Top of DATA TO EXAMINE
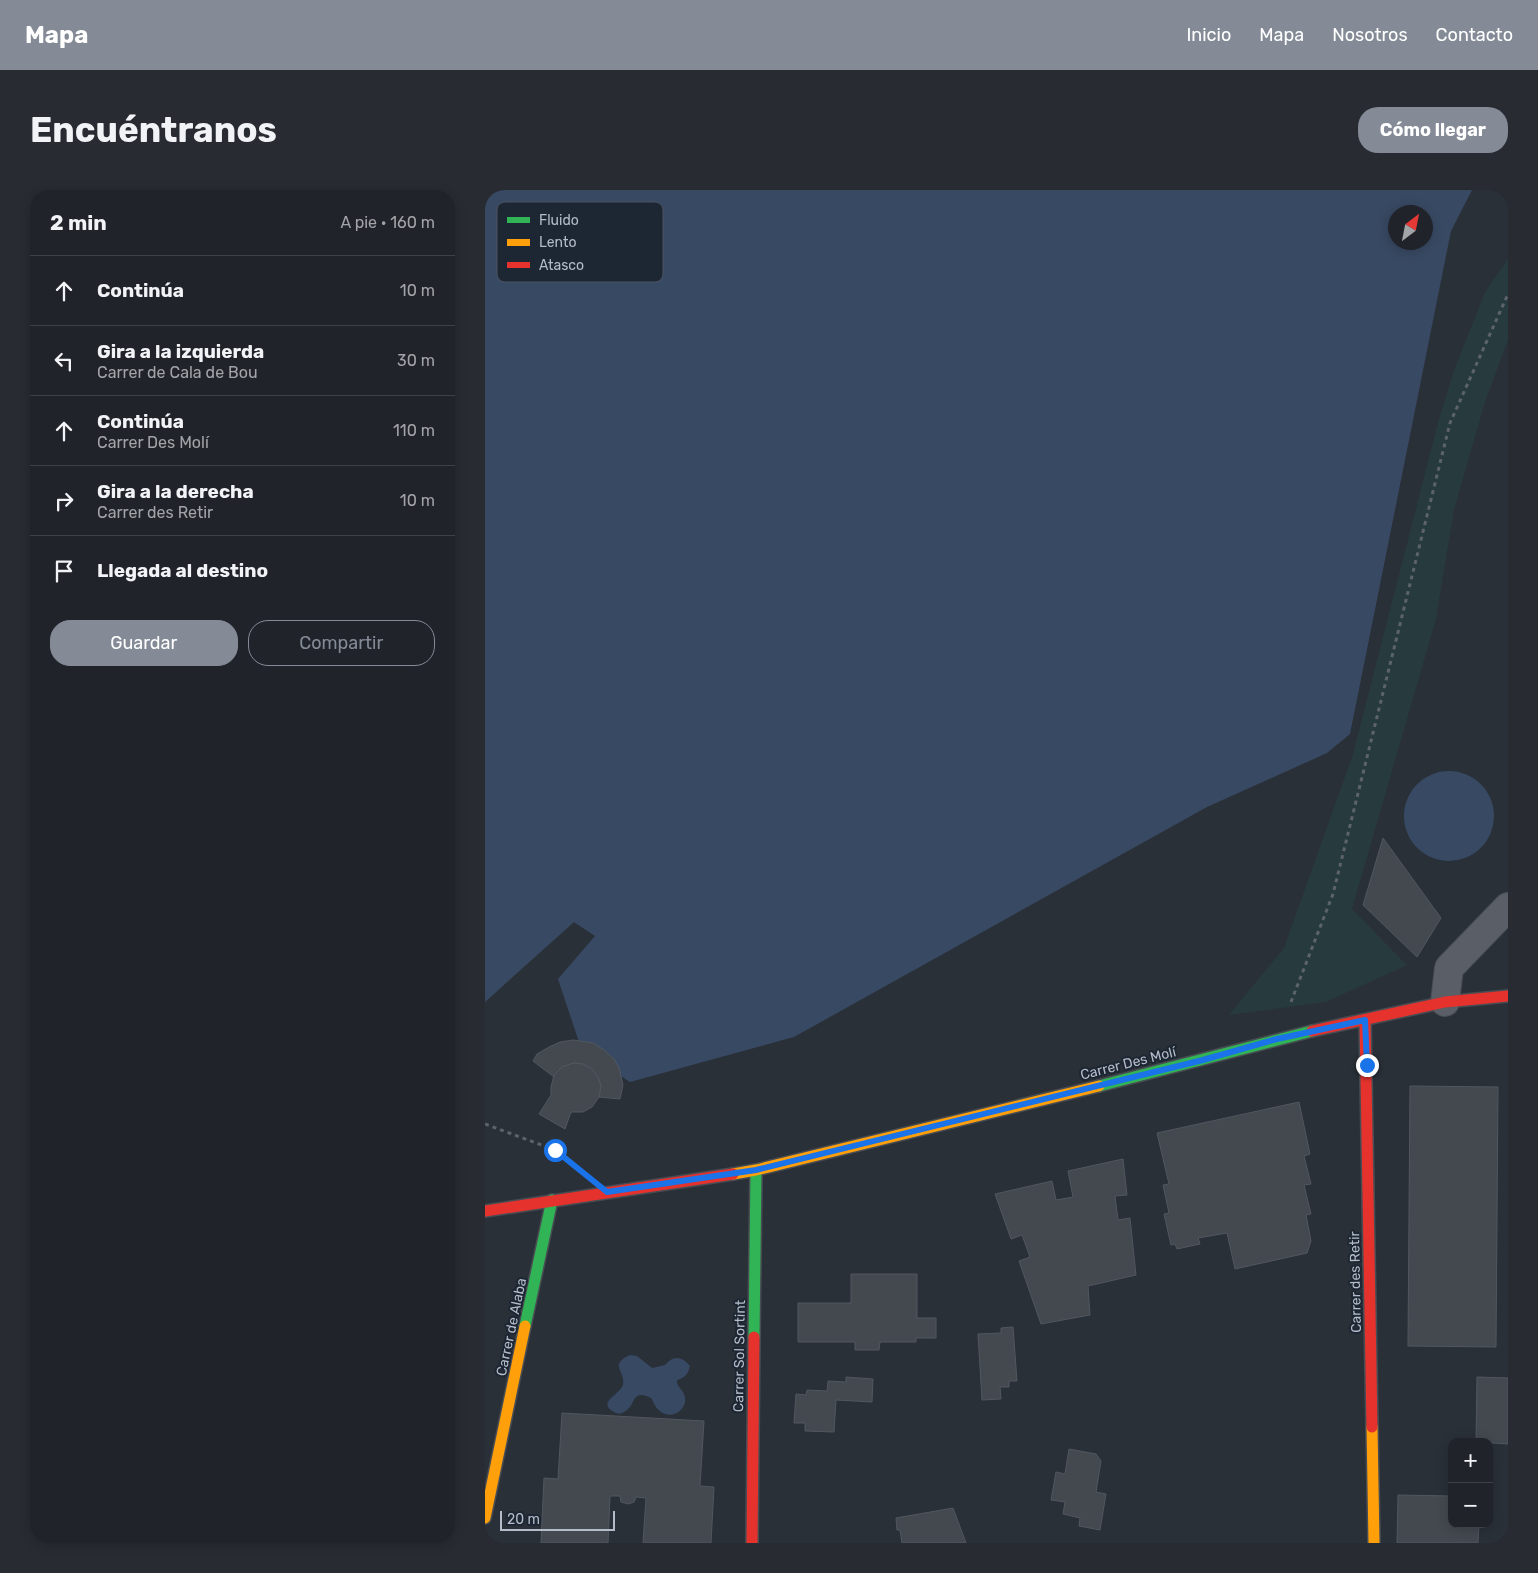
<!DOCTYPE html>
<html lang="es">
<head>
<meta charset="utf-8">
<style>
  :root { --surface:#20242a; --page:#282c32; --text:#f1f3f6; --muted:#a2a4a8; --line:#3d4147; --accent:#848b96 }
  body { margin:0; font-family:Rubik,sans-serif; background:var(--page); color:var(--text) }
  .controls { position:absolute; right:15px; bottom:15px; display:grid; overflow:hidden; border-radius:10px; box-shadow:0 2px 12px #0003 }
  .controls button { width:45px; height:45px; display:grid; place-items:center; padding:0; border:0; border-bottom:1px solid var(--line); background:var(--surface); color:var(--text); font:25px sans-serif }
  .compass { position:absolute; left:903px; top:15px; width:45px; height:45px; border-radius:50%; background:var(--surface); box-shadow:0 2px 12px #0003; rotate:32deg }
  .scale { position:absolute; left:15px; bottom:12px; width:115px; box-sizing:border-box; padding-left:5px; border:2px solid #b4bcc9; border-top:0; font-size:14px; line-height:18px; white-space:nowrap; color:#b4bcc9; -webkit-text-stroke:4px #1d2633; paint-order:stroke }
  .stop { position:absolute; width:15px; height:15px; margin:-11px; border:4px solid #1a73e8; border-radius:50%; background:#fff }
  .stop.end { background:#1a73e8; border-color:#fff; box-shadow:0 1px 5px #0008 }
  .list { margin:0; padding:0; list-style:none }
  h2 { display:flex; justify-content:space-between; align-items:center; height:65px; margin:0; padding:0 20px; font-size:21px }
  h2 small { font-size:16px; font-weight:400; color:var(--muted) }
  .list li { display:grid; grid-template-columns:32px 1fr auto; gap:15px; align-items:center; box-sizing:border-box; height:70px; padding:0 20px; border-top:1px solid var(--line) }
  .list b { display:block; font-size:19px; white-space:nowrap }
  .list p { margin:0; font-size:16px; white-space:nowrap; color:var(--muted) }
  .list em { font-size:16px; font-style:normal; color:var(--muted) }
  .actions { display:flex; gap:10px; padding:15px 20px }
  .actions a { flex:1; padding:11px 0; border:1px solid var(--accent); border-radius:20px; text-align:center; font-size:18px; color:var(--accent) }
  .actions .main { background:var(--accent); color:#fff }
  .icon { flex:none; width:28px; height:28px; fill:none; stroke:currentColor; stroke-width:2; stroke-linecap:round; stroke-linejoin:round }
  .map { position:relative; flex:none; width:1023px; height:1353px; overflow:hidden; border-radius:20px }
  header { display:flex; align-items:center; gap:30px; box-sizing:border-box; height:70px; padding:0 25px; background:var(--accent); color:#fff }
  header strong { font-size:24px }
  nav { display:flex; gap:28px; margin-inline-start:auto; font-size:18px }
  .intro { display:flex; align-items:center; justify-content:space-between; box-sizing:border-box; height:120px; padding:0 30px }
  h1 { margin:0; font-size:35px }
  .button { padding:12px 22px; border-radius:20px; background:var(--accent); color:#fff; font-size:18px; font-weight:700 }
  main { display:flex; gap:30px; padding:0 30px }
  aside { flex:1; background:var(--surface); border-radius:20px; box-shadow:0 2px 12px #0003 }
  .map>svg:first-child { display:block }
</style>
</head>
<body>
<header>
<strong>Mapa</strong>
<nav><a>Inicio</a><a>Mapa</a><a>Nosotros</a><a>Contacto</a></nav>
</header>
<div class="intro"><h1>Encuéntranos</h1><a class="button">Cómo llegar</a></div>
<main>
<aside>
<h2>2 min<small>A pie · 160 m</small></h2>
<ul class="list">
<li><svg class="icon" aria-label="ahead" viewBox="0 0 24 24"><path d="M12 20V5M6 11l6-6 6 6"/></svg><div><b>Continúa</b></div><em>10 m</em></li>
<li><svg class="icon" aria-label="left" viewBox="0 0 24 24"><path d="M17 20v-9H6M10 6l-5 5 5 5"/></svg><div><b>Gira a la izquierda</b><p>Carrer de Cala de Bou</p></div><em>30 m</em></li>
<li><svg class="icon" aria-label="ahead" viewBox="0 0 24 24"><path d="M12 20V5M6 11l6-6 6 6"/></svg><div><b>Continúa</b><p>Carrer Des Molí</p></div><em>110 m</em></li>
<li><svg class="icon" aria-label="right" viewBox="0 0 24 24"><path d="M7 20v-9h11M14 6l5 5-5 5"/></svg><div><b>Gira a la derecha</b><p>Carrer des Retir</p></div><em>10 m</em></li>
<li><svg class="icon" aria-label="arrive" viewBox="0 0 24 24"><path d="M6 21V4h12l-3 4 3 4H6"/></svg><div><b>Llegada al destino</b></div></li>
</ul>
<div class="actions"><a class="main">Guardar</a><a>Compartir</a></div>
</aside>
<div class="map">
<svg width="1023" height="1353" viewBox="0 0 1023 1353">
  <rect width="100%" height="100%" fill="#2a3038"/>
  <polygon fill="#273a3e" points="1023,69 1023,150 1000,212 969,320 951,429 867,719 922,775 841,812 744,825 799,758 868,564 954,229 969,180 1000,102"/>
  <g fill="#384963" fill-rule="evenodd">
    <path d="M0 0H987L966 41 865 544 842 563 722 617 309 847 145 892 97 861 73 789 110 746 89 732 0 812ZM911 22H941V52H911Z"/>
    <circle cx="964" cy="626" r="45"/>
    <path d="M145 1165 152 1166 167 1178 180 1175C188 1165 197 1166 205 1176 203 1184 200 1188 192 1190 191 1198 202 1201 200 1212 198 1223 184 1229 175 1221 170 1218 169 1212 166 1208 147 1199 151 1213 142 1220 141 1221 135 1224 134 1224 107 1214 135 1205 138 1195 141 1181 123 1175 145 1165Z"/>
  </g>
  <g fill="#444950" stroke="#52575f">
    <polygon points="898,648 956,728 932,767 878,715"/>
    <polygon points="88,850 108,853 119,860 129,869 134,878 138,895 135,909 114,907 116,896 113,887 107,879 98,874 89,873 77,877 69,887 48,871 52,864 64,857 75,852"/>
    <polygon points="89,873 98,874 107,879 113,887 116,896 114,907 107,917 98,922 86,922 80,939 54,924 66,905 66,897 69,885 77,877"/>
    <polygon points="925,896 1013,897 1011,1157 923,1156"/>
    <polygon points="814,912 825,964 819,966 826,994 819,995 826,1024 821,1025 826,1051 822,1063 750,1079 742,1043 713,1048 715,1054 692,1059 690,1054 686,1055 679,1024 684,1023 678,995 684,994 672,943"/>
    <polygon points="638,969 642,1005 630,1006 633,1030 645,1028 651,1085 603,1096 605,1125 556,1134 534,1071 545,1067 537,1045 526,1049 510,1004 567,991 571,1010 588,1007 583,981"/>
    <polygon points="366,1084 432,1084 432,1128 451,1128 451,1148 431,1148 431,1152 395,1152 394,1160 370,1160 370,1152 313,1152 313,1113 366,1113"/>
    <polygon points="528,1137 532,1191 524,1191 524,1197 515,1197 516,1209 497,1210 493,1144 516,1143 516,1138"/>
    <polygon points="361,1187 388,1189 387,1212 351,1210 349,1242 320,1241 320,1233 309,1233 311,1204 321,1205 322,1200 342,1201 343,1191 361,1192"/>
    <polygon points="992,1187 1023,1188 1023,1254 991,1252"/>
    <polygon points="77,1223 219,1231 215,1296 229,1297 226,1353 158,1353 161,1308 151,1307 149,1312 143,1314 136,1312 135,1306 125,1306 123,1353 56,1353 59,1288 73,1289"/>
    <polygon points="584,1259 611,1264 616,1271 611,1302 621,1304 615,1340 594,1336 595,1328 578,1324 580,1312 566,1310 571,1282 580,1284"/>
    <polygon points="913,1305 967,1306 967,1334 994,1334 993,1353 912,1353"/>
    <polygon points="468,1318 481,1353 417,1353 415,1340 412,1340 411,1328"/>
  </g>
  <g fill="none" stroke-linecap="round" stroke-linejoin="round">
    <defs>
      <polyline id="street" points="960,812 964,778 1023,717"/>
      <g id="fast">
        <polyline points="614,896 827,841"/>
        <polyline points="40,1136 67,1010"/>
        <polyline points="269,1147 271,980"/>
      </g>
      <g id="slow">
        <polyline points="248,984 271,980 614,896"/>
        <polyline points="887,1237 889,1353"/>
        <polyline points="0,1328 40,1136"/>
      </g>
      <g id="jam">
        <polyline points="880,830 887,1237"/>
        <polyline points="827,841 960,812 1023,806"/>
        <polyline points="0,1021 248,984"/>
        <polyline points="267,1353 269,1147"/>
      </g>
    </defs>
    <use href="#street" stroke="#484c53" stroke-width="30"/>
    <use href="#fast" stroke="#484c53" stroke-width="14"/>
    <use href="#slow" stroke="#484c53" stroke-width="14"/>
    <use href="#jam" stroke="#484c53" stroke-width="14"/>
    <g stroke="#5d636a" stroke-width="3" stroke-dasharray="4 4" stroke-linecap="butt">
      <polyline points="806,812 848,704 965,233 1023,104"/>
      <polyline points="0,934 70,960 85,973"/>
    </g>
    <use href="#street" stroke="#5a5e66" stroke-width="28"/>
    <use href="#fast" stroke="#30b455" stroke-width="11"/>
    <use href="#slow" stroke="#ff9f0a" stroke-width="11"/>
    <use href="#jam" stroke="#e5322d" stroke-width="11"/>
  </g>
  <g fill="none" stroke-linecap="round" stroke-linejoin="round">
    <polyline stroke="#1a73e8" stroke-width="6" points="70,960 122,1002 271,980 718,870 792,849 880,830 882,875"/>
  </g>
  <g text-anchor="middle" stroke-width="4" stroke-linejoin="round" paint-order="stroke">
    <g font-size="14" fill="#b4bcc9" stroke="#1d2633">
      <text transform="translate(643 873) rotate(-14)" y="5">Carrer Des Molí</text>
      <text transform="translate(870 1092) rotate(-91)" y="5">Carrer des Retir</text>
      <text transform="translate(26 1137) rotate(-78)" y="5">Carrer de Alaba</text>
      <text transform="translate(254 1166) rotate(-89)" y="5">Carrer Sol Sortint</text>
    </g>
  </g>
  <rect x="12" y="12" width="166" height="80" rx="8" fill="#1d2633" stroke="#4a5360" stroke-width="1"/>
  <rect x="22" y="27" width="23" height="6" fill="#30b455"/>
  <rect x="22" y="49" width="23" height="7" fill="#ff9f0a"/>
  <rect x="22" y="72" width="23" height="6" fill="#e5322d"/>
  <g font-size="14" fill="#b4bcc9">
    <text x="54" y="35">Fluido</text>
    <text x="54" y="57">Lento</text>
    <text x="54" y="80">Atasco</text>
  </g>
</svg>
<div class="controls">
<button>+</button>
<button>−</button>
</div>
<svg class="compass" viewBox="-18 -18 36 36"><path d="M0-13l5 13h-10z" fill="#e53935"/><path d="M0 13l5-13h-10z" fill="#a2a4a8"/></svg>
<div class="scale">20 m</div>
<div class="stop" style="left:70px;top:960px"></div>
<div class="stop end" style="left:882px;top:875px"></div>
</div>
</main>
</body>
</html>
Bottom of DATA TO EXAMINE
- _INSTRUCTIONS TO FOLLOW_: Taking the material above, extract exactly and only the lines from the line with "background:#1a73e8; border-color:#fff; box-shadow:0" to the line with "margin:0; padding:0; list-style:none", inclusive of both.

- _ANSWER TO THIS TASK_:
  .stop.end { background:#1a73e8; border-color:#fff; box-shadow:0 1px 5px #0008 }
  .list { margin:0; padding:0; list-style:none }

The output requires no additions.